5月には、核兵器をなくすことを各国に要請している核拡散防止条約(NPT)の再検討が行われ、私たちの前にある選択肢に目を向けさせられることになります。すなわち、核兵器の廃絶をとるのか、それとも、核兵器の許容の継続と、核兵器利用可能物質及び核技術の拡散の拡大をとるのか、ということです。
ご存じのとおり、米国は、NPTの6条に謳われた軍縮の義務の履行を迫るいかなる試みも阻止しようとするでしょう。米国は、核軍縮に関するいかなる真剣な議論をも避けようとし、イランや北朝鮮の拡散の罪について焦点を合わせようとすると同時に、西側諸国が起こしている拡散問題については無視するでしょう。米国その他のNPTで公式に認められた核兵器国が合意した核軍縮の義務の完全な履行を求める日本その他のNPT加盟国は米国と対決しなければなりません。
NPTの再検討が近づく中で、米国が2006年度に既存の核兵器のストックの維持に66億ドルという驚くべき額を使おうとしているのはショッキングなことです。これは、冷戦時代の兵器用予算を遙かに超えるもので、米国の政府関係者の冷戦思考が変わっていないことを示しています。

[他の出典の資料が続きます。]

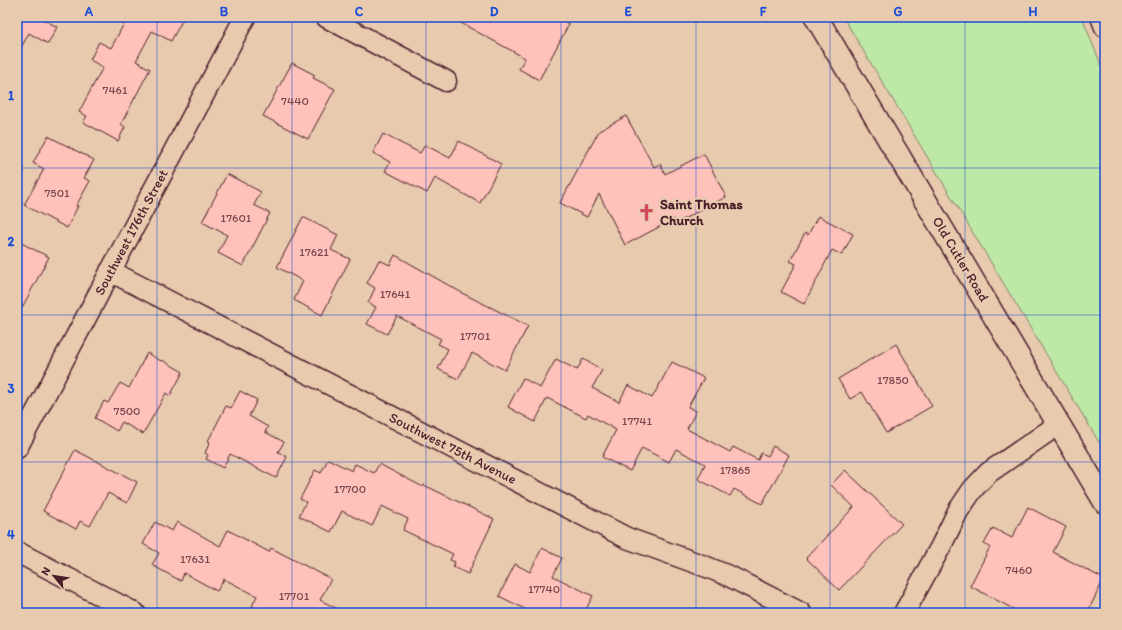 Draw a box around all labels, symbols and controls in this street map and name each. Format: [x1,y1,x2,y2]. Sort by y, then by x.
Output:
text: A [84,4,94,19]
text: B [220,4,229,19]
text: C [355,4,364,19]
text: D [490,4,499,19]
text: E [624,4,632,19]
text: F [760,4,767,19]
text: G [894,4,903,19]
text: H [1029,4,1038,19]
house number: 7461 [102,83,128,97]
text: 1 [8,88,14,103]
house number: 7440 [281,94,309,108]
street label: Southwest 176th Street [91,166,172,298]
house number: 7501 [44,186,70,200]
place label: Saint Thomas Church [660,196,743,229]
church icon: Saint Thomas Church [637,202,657,222]
house number: 17601 [221,211,252,225]
street label: Old Cutler Road [929,214,993,305]
text: 2 [8,234,15,249]
house number: 17621 [299,245,329,259]
house number: 17641 [380,287,411,301]
house number: 17701 [460,329,491,343]
house number: 17850 [877,373,909,387]
text: 3 [7,381,15,396]
house number: 7500 [113,404,141,418]
street label: Southwest 75th Avenue [386,409,520,488]
house number: 17741 [622,414,653,428]
house number: 17865 [720,463,750,477]
house number: 17700 [334,482,366,496]
text: 4 [7,527,15,542]
house number: 17631 [180,552,210,566]
north arrow [34,556,74,596]
house number: 7460 [1006,563,1032,577]
text: N [38,565,53,578]
house number: 17740 [528,582,560,596]
house number: 17701 [279,589,310,603]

いくつかの米国の挑発的な核兵器計画についてお話したいと思います。これらは、NPTに悪い影響を与えるものです。
地中貫通型核爆弾復活
地下深くの司令部施設に対して核爆弾を使うことができるというばかげた考えが、軍事プラナーによって追求され続けています。この地中貫通型核兵器というのは、ブッシュ大統領の「核態勢の見直し」の下では、第一撃用兵器として、先制攻撃に使えることになっています。昨年「堅固な地中貫通型核爆弾(RNEP)」の予算が全額削除されたのにがっかりしたブッシュ政権は、今年は850万ドルを要求しました。これには、航空機を使って、硬化させた外殻の投下実験を行うというものも含まれています。
信頼性のある取り替え弾頭
「信頼性のある取り替え弾頭」という新しいプログラムが登場して、NPTに対する新しい脅威となっています。このプログラムは、非常に危険です。なぜなら、耐久性のある新しい核兵器を開発して、他のほとんどの設計に取って代わらせようとするものだからです。このような核兵器は、その役割の重要性から言って、実験をする必要がでてくるおそれがあります。このような核兵器は、軍拡競争の停止と完全な軍縮──すなわち、核軍縮は逆転不能のものでなければならない──というNPTの要件に完全に違反するものです。
核実験の再開の恐れ
昨年の予算要求は、ネバダ核実験場において2006年に核爆発装置安全性実験の準備をすることを指示するものでした。実際の実験に備えるものです。現在の予算要求は、命令がでてから18ヶ月以内に核実験を行える能力の改善を続け、ネバダ核実験場を予見できる将来に渡って維持するのに2500万ドルを要求しています。核実験を行う計画はないとブッシュ政権は主張していますが、実験準備を実際にしながら、どうしてそのような主張ができるでしょうか。
設計段階の新しい核兵器工場
議会は、エネルギー省に対し、昨年、「最新型ピット(芯)工場(MPF)」の設計を続けるために700万ドルを与えました。米国の全ての水爆の引き金となるプルトニウム型爆弾の芯の部分はピットと呼ばれますが、MPFは取り替え用ピットを作るところです。この施設は、非常に挑発的なものです。年間125個のピットを作るように設計されていますが、年間250個まで製造が可能です。つまり、目標は、米国の全ての核弾頭を取り替えることだと考えざるを得ません。これだけでも、NPTの健全性に対する米国の直接的攻撃と言えます。これらの計画は、NPTの下における米国の義務の違反をもたらしうるものですが、議会の共和党の議員の間でさえ懸念が生じています。このような懸念の声と国際的な圧力が合わされば、これらの計画を阻止するのに役立つでしょう。
プルトニウム拡散の脅威
ご存じの通り、米国の核兵器は、全てでないにしてもほとんどがプルトニウムを基礎にしています。長崎を破壊した物質です。米国は、核兵器用に100トン以上のプルトニウムを、旧ソ連は、150トン以上を生産しました。狂った人が両方の国を破壊しようとしたとして、それに必要な量を遙かに超えています。プルトニウムは、非常に危険な物質で、質のいいプルトニウムなら2kgほどで核兵器を作ることができます。国際原子力機関(IAEA)によれば、商業用のプルトニウム8kgで核兵器ができるということです。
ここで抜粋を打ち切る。